Curran himself had just been reappointed after a battle with the University's trustees. The bishops hoped that Curran and his dissenting ideas about contraception and sexuality would go away by allowing his contract to run out. The 1960s college campus erupted and bishops cowed to student demands. Dedek's moral theology wasn't exactly consistent with Humanae Vitae, either. "The major point [of Dedek's scholarship]," Fr. Curran recently told me, "was that Saint Thomas Aquinas admitted the possibility of exceptions to Natural Law. And therefore, these weren't intrinsically evil acts." The acts Curran and Dedek referred to were contraception, sterilization, and pre-marital sex, among other issues still hot in the Church.

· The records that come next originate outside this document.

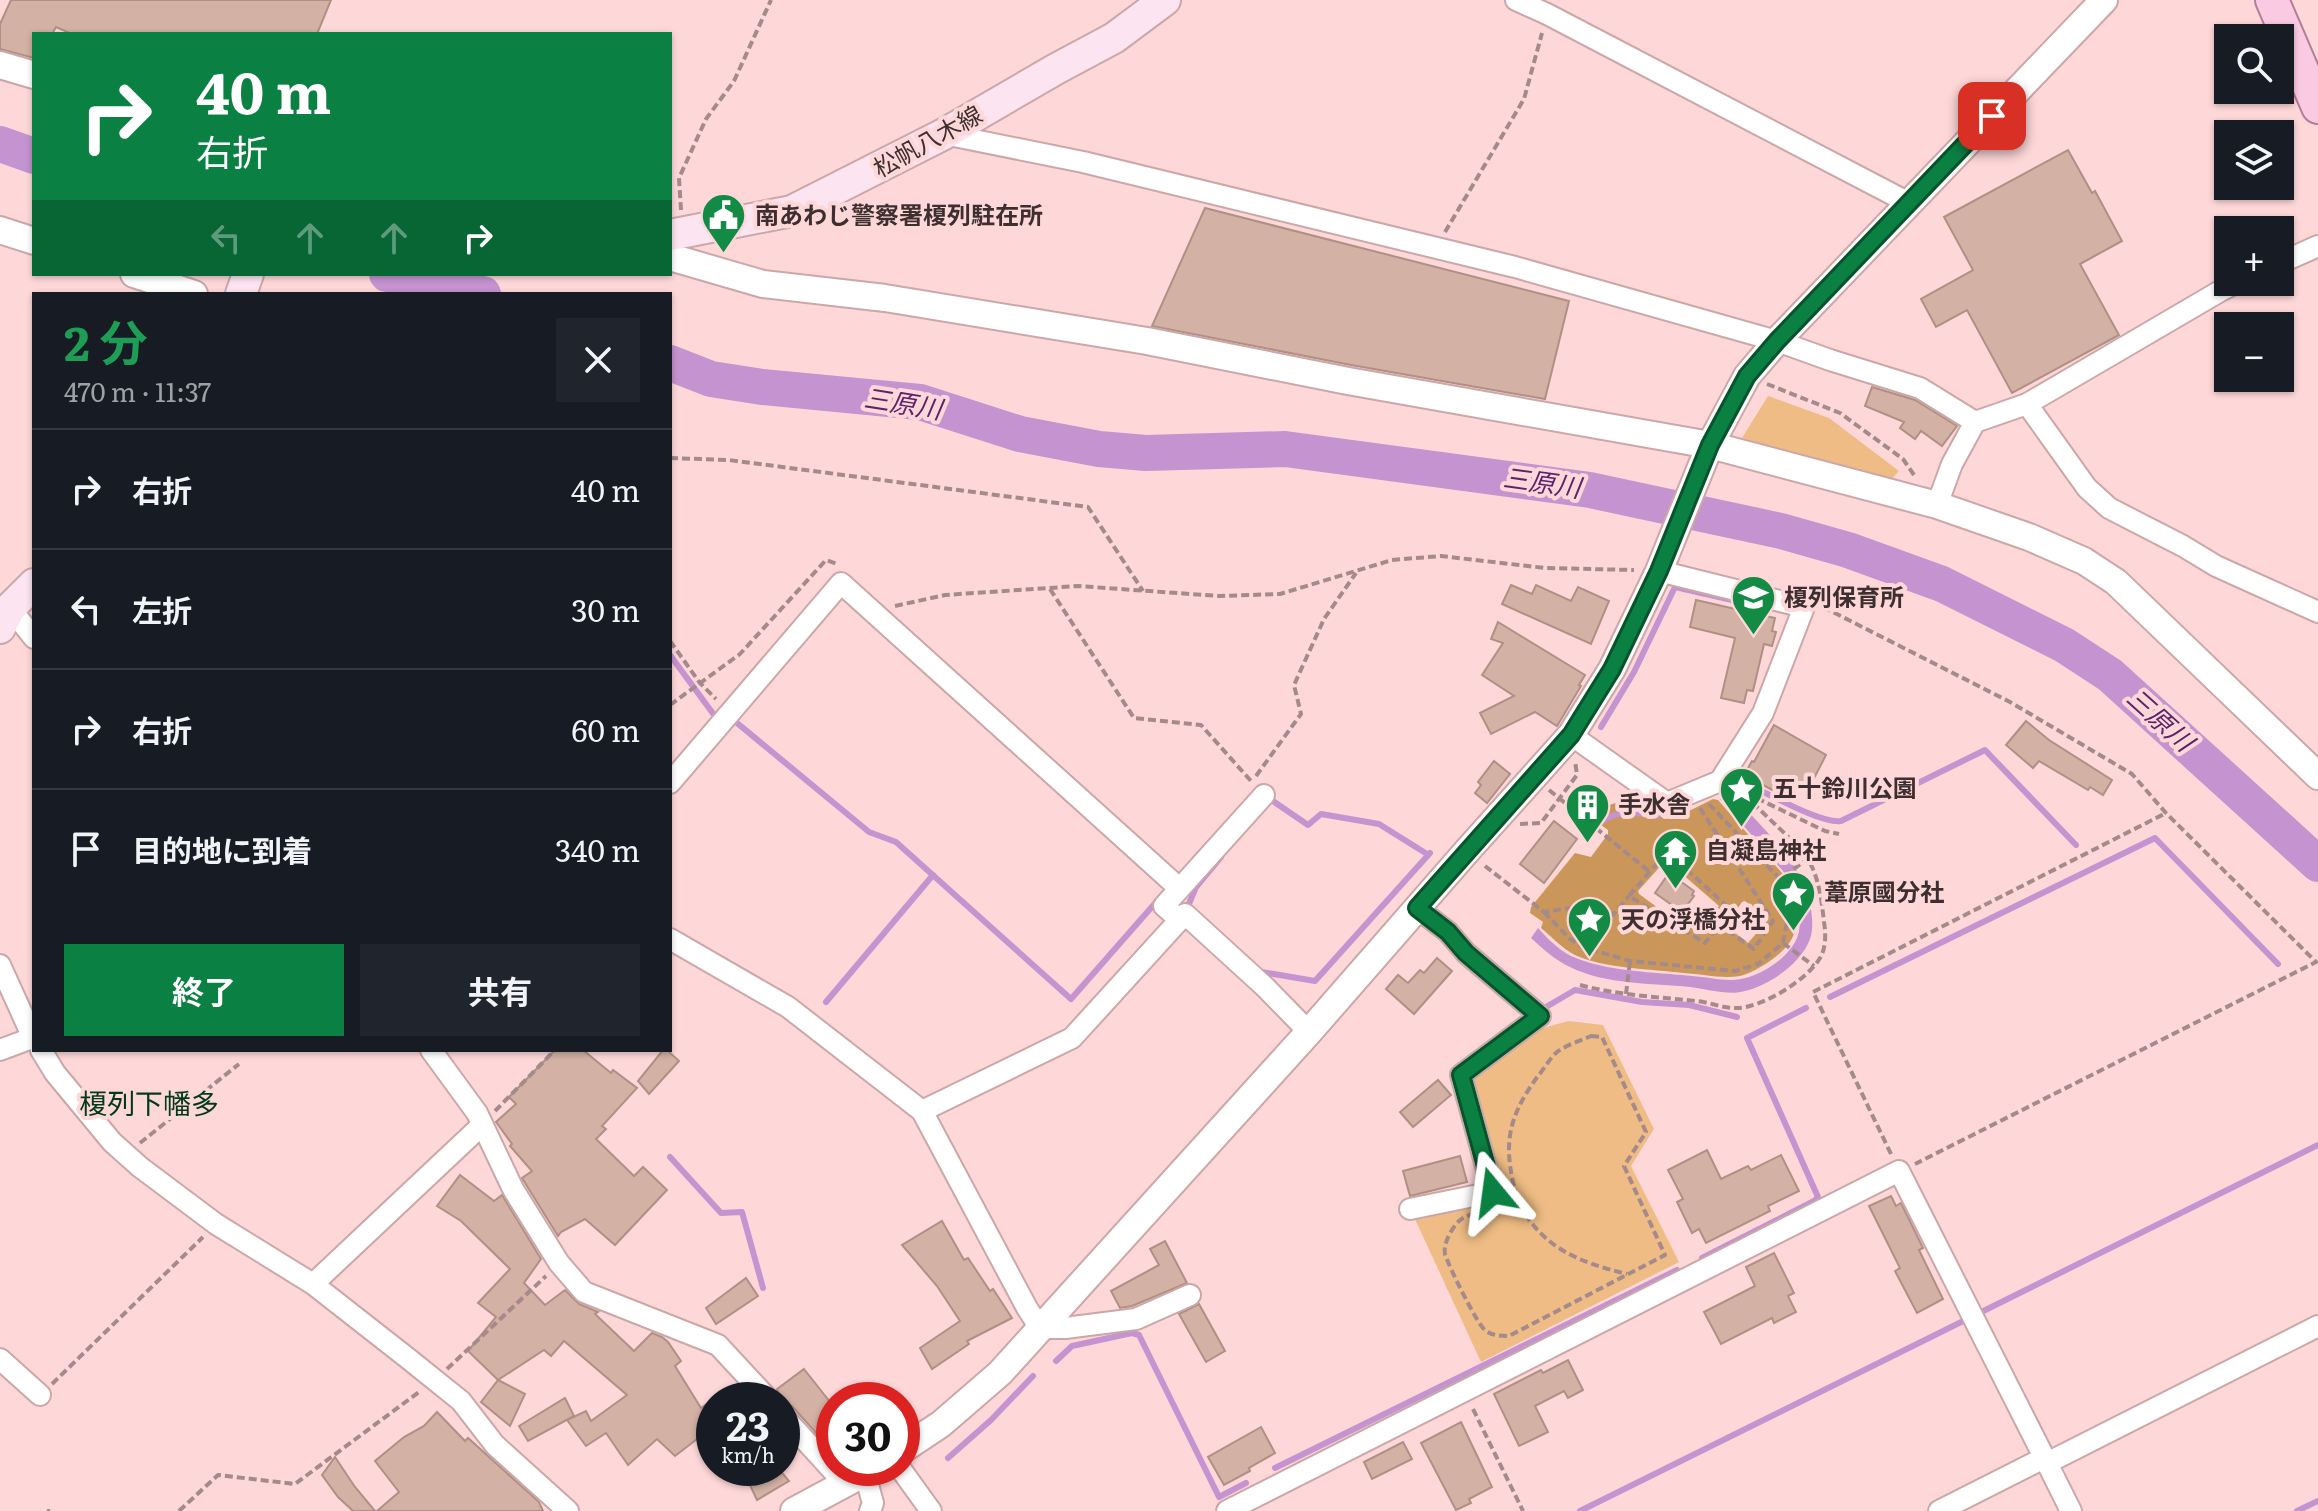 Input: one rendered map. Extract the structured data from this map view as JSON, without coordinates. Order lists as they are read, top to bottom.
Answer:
{
  "streets": {
    "main road": ["松帆八木線"]
  },
  "districts": ["榎列下幡多"],
  "water": ["三原川"],
  "places": {
    "public building": ["南あわじ警察署榎列駐在所"],
    "school or university": ["榎列保育所"],
    "place": ["五十鈴川公園", "葦原國分社", "天の浮橋分社"],
    "building": ["手水舎"],
    "temple": ["自凝島神社"]
  },
  "page": {
    "map_buttons": ["+", "−"],
    "turn": ["40 m", "右折"],
    "heading": ["2 分", "470 m · 11:37"],
    "list": [
      {
        "name": "右折",
        "value": "40 m"
      },
      {
        "name": "左折",
        "value": "30 m"
      },
      {
        "name": "右折",
        "value": "60 m"
      },
      {
        "name": "目的地に到着",
        "value": "340 m"
      }
    ],
    "buttons": ["終了", "共有"],
    "speed": "23 km/h",
    "limit": "30"
  }
}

Dedek, however, was not going to be another Charlie Curran. Before University trustees could render a decision on tenure for Dedek, then-Archbishop of Chicago John Cody phoned the controversial priest. Curran recalled in his memoir Loyal Dissent how Dedek broke the news that he would be leaving. "Dedek came into my room with an impish smile on his face. 'I have just taken the bribe. Cardinal Cody called and offered me a parish in Chicago, which I accepted.'" Fr. Dedek was appointed as pastor of St. Julian in May of 1979, giving University trustees a reprieve from another tenure fight.
I thought of Fr. Dedek during my own campus mêlées at DePaul University in Chicago. DePaul, as with many Catholic institutions, seemed to favor "diversity" over its Catholic identity. With a small, but ambitious group of friends I started a conservative student organization that for four years led campus conversations on a variety of issues. We even dedicated one week to reviving DePaul's Catholic identity by hosting a series of lectures about the Catholic intellectual tradition. We were obnoxious at times, but we sparked debate—something that irked University faculty and administrators.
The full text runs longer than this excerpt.